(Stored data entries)
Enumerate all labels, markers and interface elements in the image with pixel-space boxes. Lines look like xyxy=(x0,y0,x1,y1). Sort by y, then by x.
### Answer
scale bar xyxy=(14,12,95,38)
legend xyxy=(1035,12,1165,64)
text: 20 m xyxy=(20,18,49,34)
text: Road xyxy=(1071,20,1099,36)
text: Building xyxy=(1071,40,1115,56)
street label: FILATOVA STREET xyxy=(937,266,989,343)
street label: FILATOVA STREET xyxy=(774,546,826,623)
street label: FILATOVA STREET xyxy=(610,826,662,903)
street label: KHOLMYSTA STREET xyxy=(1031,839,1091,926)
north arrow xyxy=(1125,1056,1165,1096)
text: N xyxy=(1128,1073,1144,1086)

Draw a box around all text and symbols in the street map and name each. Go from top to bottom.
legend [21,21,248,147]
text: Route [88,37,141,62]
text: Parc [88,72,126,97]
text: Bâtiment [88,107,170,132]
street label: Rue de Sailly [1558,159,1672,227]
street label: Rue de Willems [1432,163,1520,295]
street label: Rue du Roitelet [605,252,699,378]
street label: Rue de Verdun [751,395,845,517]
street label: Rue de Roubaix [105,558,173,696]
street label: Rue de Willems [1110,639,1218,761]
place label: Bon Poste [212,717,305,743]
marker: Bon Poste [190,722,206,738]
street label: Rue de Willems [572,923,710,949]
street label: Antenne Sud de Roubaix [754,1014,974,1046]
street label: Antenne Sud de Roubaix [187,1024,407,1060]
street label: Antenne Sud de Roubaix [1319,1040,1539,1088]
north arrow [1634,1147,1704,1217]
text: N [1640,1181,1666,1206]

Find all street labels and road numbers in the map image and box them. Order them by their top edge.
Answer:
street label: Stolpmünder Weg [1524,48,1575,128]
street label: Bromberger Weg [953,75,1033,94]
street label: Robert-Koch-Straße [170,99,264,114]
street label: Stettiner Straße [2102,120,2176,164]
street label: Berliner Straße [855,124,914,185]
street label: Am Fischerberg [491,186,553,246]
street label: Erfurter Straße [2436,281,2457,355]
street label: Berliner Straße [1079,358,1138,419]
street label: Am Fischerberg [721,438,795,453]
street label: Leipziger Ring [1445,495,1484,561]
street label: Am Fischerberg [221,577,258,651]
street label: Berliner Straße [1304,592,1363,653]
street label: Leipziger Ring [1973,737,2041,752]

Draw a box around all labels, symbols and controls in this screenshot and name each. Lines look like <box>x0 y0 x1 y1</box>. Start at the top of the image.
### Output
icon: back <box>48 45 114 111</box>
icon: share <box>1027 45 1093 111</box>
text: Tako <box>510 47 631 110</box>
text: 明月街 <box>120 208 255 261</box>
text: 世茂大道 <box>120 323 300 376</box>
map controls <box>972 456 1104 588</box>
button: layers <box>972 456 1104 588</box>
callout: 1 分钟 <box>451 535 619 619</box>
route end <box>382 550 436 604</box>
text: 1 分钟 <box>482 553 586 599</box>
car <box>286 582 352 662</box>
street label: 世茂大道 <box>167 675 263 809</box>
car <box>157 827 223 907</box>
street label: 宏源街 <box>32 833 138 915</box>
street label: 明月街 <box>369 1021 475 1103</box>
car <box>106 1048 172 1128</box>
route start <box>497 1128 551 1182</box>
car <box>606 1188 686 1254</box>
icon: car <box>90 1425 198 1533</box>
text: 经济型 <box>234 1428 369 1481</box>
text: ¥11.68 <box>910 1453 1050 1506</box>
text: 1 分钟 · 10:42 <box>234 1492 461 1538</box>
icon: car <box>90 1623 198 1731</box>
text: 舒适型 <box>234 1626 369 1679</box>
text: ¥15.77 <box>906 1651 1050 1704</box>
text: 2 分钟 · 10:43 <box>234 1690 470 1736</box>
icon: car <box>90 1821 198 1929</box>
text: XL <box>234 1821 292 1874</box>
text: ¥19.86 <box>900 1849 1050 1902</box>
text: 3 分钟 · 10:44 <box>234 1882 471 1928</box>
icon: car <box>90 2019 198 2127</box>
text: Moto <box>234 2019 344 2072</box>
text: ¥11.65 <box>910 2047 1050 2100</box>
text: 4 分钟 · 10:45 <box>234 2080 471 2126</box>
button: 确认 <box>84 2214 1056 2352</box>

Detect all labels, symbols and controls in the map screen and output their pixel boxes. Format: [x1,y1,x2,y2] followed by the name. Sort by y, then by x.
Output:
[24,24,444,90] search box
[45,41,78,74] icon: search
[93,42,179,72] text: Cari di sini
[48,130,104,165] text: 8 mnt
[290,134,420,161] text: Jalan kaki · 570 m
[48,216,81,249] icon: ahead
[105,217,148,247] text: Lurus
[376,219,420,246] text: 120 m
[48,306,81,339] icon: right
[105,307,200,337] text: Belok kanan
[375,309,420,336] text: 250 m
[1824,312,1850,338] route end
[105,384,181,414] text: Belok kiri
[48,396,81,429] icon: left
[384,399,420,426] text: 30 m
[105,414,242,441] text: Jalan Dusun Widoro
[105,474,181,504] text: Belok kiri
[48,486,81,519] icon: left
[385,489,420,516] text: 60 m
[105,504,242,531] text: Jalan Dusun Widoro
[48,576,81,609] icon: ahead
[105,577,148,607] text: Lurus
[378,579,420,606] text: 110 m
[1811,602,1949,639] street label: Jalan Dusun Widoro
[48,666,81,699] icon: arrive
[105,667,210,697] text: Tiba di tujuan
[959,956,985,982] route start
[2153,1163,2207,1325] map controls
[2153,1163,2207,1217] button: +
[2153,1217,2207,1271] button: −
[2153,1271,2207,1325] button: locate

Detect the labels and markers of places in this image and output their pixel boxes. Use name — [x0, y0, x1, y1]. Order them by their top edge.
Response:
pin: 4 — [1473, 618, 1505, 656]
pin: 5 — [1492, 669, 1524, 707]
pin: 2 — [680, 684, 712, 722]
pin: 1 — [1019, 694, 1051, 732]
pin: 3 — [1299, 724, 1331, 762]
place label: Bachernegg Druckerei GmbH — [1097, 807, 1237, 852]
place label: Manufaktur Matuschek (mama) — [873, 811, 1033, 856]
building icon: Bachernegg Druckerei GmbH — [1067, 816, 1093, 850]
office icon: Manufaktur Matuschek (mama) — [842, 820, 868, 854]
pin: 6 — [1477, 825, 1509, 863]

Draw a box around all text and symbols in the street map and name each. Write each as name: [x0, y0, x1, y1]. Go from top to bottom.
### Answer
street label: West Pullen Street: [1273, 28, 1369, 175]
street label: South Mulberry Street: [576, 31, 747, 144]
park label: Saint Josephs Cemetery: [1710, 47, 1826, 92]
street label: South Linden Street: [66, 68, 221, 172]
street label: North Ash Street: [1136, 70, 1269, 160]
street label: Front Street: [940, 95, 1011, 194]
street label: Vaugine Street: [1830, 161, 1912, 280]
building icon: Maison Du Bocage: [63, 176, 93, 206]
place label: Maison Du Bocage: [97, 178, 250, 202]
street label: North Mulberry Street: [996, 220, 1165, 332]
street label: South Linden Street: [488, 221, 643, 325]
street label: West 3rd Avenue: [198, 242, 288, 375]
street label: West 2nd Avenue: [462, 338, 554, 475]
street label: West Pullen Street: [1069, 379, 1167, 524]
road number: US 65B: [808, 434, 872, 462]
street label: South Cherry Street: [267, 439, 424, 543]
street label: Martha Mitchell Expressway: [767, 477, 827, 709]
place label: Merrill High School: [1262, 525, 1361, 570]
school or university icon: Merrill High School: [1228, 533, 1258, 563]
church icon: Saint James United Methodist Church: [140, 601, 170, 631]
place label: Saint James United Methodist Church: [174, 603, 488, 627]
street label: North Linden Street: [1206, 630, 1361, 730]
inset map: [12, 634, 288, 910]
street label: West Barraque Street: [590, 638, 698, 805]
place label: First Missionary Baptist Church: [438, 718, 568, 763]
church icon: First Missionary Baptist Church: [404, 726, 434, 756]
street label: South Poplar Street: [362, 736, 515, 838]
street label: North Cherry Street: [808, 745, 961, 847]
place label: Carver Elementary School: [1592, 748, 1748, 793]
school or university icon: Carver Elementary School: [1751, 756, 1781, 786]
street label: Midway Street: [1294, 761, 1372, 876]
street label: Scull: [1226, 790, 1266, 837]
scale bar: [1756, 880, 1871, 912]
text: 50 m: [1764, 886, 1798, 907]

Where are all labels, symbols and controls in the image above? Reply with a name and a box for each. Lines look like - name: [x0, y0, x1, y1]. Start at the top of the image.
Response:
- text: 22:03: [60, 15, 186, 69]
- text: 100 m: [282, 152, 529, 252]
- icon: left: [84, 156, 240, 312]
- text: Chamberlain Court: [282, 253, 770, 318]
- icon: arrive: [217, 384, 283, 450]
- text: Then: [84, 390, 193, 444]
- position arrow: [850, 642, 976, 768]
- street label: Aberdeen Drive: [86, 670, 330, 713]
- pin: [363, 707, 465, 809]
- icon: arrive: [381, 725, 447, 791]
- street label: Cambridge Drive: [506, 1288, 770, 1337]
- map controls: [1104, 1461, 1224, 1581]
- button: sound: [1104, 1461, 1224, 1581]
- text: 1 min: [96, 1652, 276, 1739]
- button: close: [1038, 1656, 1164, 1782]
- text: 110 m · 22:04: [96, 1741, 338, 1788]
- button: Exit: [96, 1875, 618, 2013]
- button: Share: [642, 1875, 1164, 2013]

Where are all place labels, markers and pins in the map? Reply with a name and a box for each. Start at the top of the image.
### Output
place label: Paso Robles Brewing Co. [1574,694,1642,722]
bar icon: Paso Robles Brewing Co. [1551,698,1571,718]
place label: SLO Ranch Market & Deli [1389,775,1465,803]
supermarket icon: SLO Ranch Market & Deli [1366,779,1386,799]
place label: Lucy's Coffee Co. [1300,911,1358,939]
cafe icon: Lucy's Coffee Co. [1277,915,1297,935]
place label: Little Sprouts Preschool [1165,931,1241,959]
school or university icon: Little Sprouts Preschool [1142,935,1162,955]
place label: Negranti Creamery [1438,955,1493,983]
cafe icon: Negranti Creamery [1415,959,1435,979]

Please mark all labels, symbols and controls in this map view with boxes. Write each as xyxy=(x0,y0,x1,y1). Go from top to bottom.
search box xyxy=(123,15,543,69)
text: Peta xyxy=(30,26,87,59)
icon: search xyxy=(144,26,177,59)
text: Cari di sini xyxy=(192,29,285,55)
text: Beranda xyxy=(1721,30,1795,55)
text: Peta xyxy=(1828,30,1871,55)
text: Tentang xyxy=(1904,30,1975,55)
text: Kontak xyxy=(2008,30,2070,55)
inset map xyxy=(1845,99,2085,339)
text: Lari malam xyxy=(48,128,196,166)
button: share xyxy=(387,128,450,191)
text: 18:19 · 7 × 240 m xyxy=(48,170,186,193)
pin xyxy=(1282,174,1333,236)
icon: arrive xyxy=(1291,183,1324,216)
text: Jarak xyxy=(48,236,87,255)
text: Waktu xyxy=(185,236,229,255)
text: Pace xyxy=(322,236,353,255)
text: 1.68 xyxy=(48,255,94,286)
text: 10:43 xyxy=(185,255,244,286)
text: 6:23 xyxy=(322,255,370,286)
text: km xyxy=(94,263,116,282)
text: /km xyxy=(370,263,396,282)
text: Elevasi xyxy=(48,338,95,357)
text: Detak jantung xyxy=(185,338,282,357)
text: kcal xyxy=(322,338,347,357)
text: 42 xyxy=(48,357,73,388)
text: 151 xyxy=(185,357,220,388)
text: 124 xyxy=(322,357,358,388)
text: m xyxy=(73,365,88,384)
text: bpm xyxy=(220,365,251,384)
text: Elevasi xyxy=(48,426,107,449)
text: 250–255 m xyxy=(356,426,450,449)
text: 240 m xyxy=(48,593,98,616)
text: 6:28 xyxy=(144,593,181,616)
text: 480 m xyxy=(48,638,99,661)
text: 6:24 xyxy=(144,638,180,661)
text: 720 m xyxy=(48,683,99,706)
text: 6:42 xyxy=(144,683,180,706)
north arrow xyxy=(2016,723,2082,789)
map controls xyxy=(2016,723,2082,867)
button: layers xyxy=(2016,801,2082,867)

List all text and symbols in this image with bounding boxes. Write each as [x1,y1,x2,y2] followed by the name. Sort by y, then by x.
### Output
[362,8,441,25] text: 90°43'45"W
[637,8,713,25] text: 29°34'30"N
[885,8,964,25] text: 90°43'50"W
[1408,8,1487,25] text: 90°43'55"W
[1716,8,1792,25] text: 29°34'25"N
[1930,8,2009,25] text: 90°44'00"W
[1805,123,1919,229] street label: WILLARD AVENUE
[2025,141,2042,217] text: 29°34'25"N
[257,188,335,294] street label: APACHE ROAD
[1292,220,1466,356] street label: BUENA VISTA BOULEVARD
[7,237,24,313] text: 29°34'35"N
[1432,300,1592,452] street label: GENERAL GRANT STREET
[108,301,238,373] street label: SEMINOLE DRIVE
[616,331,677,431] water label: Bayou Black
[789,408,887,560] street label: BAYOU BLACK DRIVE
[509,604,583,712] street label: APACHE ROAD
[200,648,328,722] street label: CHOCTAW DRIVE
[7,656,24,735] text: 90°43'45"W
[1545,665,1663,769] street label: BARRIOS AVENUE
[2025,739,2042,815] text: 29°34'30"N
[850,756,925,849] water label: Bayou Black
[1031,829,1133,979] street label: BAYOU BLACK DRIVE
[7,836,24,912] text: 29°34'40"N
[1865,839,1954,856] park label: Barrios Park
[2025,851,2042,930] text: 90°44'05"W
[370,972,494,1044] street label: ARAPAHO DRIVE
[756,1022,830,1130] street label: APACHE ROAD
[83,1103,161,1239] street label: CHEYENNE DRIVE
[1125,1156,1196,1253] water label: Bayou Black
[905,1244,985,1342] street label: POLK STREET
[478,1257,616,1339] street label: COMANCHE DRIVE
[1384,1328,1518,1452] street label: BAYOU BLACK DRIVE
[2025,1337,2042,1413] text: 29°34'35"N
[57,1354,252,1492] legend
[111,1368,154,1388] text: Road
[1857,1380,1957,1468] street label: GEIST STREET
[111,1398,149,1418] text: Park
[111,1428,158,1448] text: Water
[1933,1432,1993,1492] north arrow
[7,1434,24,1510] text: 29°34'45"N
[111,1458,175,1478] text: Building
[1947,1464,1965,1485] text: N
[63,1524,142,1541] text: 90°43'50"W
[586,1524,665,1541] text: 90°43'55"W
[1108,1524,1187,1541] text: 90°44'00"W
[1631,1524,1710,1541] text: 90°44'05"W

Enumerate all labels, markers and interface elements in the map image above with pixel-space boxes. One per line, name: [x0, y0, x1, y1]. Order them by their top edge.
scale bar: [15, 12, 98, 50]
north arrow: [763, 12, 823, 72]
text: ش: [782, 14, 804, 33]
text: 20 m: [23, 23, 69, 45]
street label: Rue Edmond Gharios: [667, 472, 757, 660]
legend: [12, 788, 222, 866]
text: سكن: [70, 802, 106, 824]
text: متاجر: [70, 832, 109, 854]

» **TASK STATEMENT**
The answer must be every line of the data that holds the word "Poste".

» **YOUR RESPONSE**
place label: Bon Poste [212,717,305,743]
marker: Bon Poste [190,722,206,738]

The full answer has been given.